As the Case before us is a Vitium Conformationis owing to the Mother's Imagination, so the Same sometimes is occasion'd by Matter lodging upon the Spine, and eroding the Vertebrae by its Acrimony: but then you find a carious Bone, whereas in these preternatural Cases, there remain no such Footsteps. This was observ'd in the Body of the late Lord Peterborough, as related by Mr. Comper: Upon the opening of which, He found a large Tumour, from whence flow'd a brownish colour'd Matter; and under it, the upper and fore part of the ninth, and the lower part of the eighth Vertebrae of the Thorax were consumed and gone, the Medulla Spinalis being cover'd with its Membranes only. This gave rise to those Symptoms in that morbid Case, so nearly resembling the above recited in this preternatural One.
It is manifest from what has been said, that these Cases are incurable, and must in a little time kill the Patient. But it is almost immediate Death to open the Tumour; which every Surgeon will naturally do, that has not seen or read concerning it: the Fluid seeming
to require a Discharge. It is for the sake of those Gentlemen that I have taken upon me to describe it, who possibly may not have the above-mention'd Authors in their Hands; the only Ones that have observ'd it with any tolerable Accuracy.
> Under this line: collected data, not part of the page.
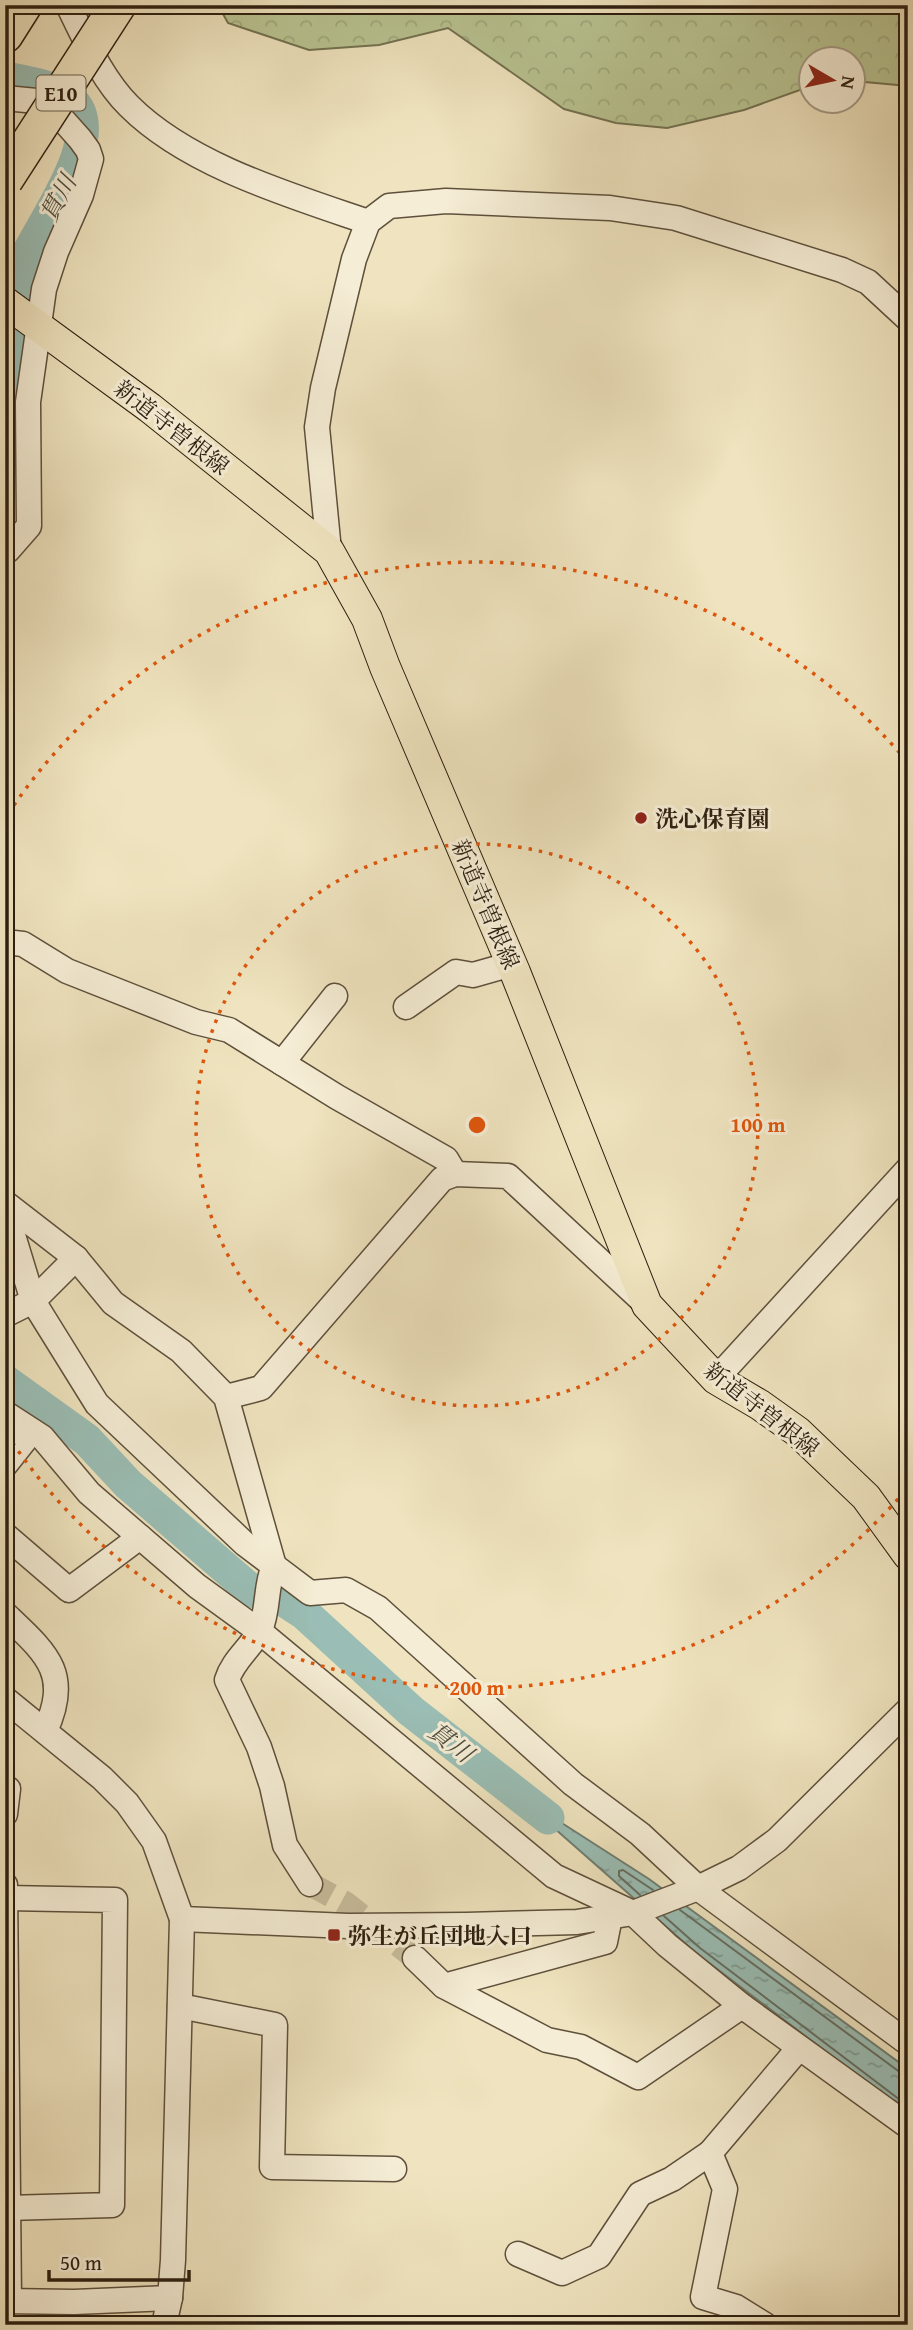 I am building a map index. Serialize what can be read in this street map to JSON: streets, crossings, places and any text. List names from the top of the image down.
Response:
{
  "streets": {
    "highway": ["E10"],
    "main road": ["新道寺曽根線"]
  },
  "water": ["貫川"],
  "places": {
    "other": ["洗心保育園"],
    "transit": ["弥生が丘団地入口"]
  },
  "scale_bar": "50 m",
  "north": "right",
  "rings": ["100 m", "200 m"]
}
IV. An Account of Two Observations in Gardening, upon the change of Colour in Grapes and Jessamine. In a Letter from Mr. Henry Cane.
Hillingdon near Uxbridge,
Oct. 31. 1720.
Being a little curious in the Collection of all my sorts of Fruits, amongst other sorts, I have three or four of white Muscadine Grapes, very distinguishable by their Tastes, one of which pleased me above the rest; a Cutting of which about six Years since I planted against a Wall, on an Eastern Aspect, where it has the Sun from its rise till half an hour after Twelve. The Soil is a stiff Clay, but to make it work the better, I meliorated that, by mixing some Rubbish of the Foundation of an old Brickwall, where it now grows. In January last was twelve Month I pruned it, and the Figure was thus,
Left Hand T Right Hand Black
At time of Year it shot at both Hands about twenty two inches of a side, before it came to a Joint; that on the Right was a very luxurious exuberant Branch, as big as the body of the Tree, the other side not half so thick or big, and the Leaves on the right were as big again as the other.